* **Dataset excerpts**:
= Beginning of Section =

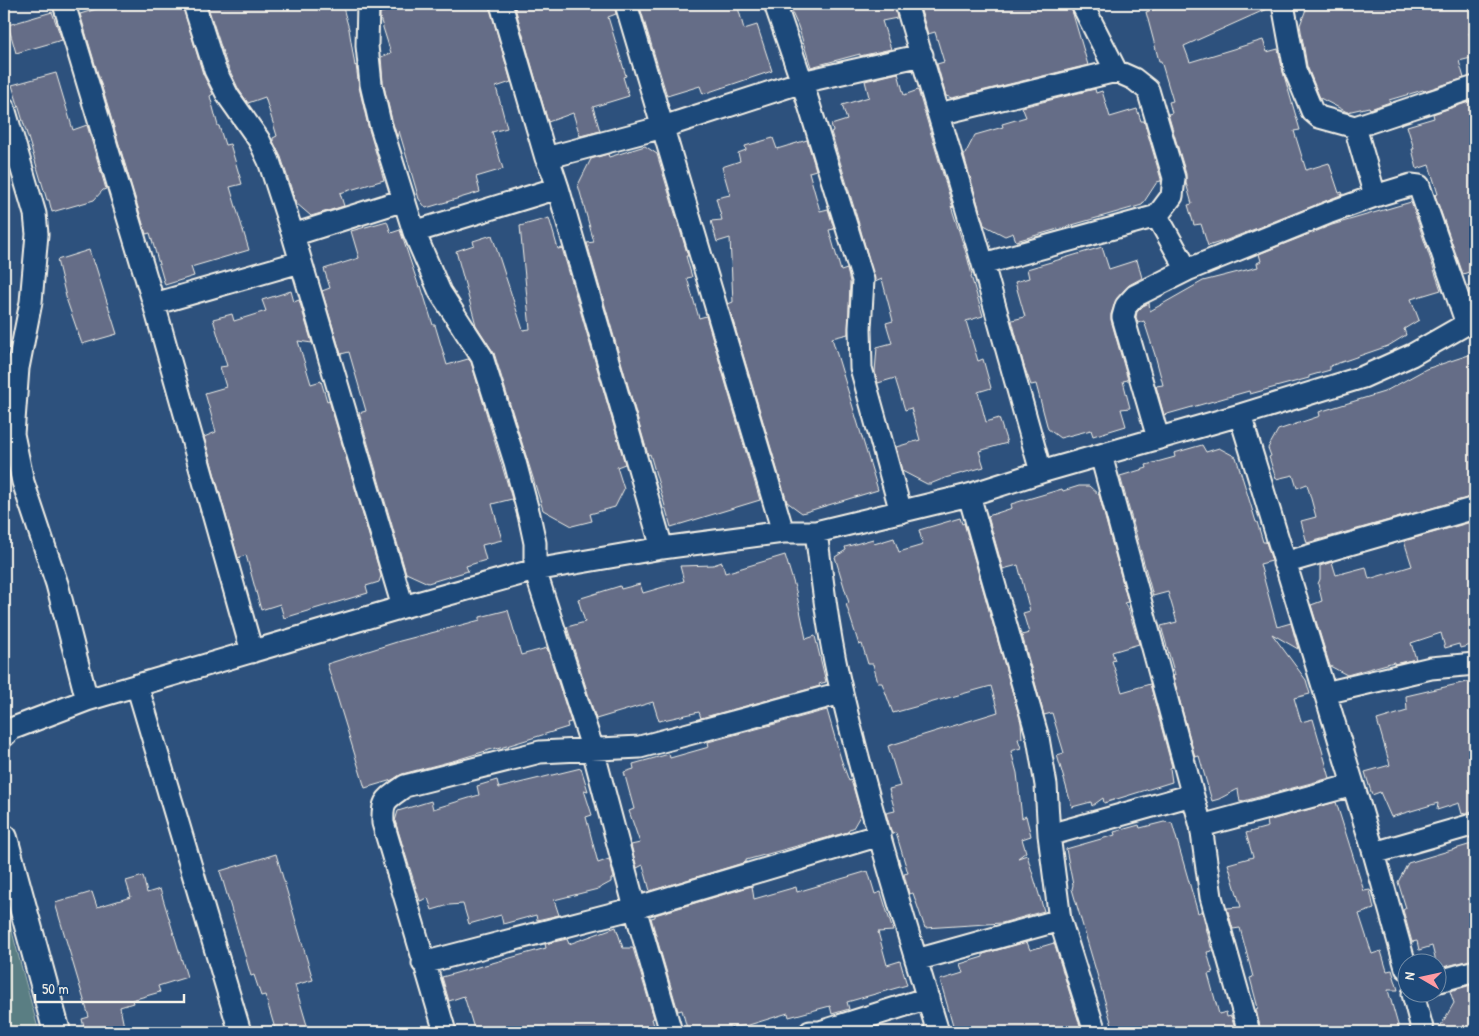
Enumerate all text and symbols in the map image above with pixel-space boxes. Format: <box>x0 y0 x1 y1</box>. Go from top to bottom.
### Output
north arrow <box>1396 954 1446 1004</box>
text: N <box>1399 970 1419 981</box>
scale bar <box>35 971 184 1003</box>
text: 50 m <box>42 978 69 999</box>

= End of Section =

* **ABOUT THIS TASK**: Your copy should match the data above exactly, apart from the pictures.

* **RESULT OF THE TASK**:
Enumerate all text and symbols in the map image above with pixel-space boxes. Format: <box>x0 y0 x1 y1</box>. Go from top to bottom.
### Output
north arrow <box>1396 954 1446 1004</box>
text: N <box>1399 970 1419 981</box>
scale bar <box>35 971 184 1003</box>
text: 50 m <box>42 978 69 999</box>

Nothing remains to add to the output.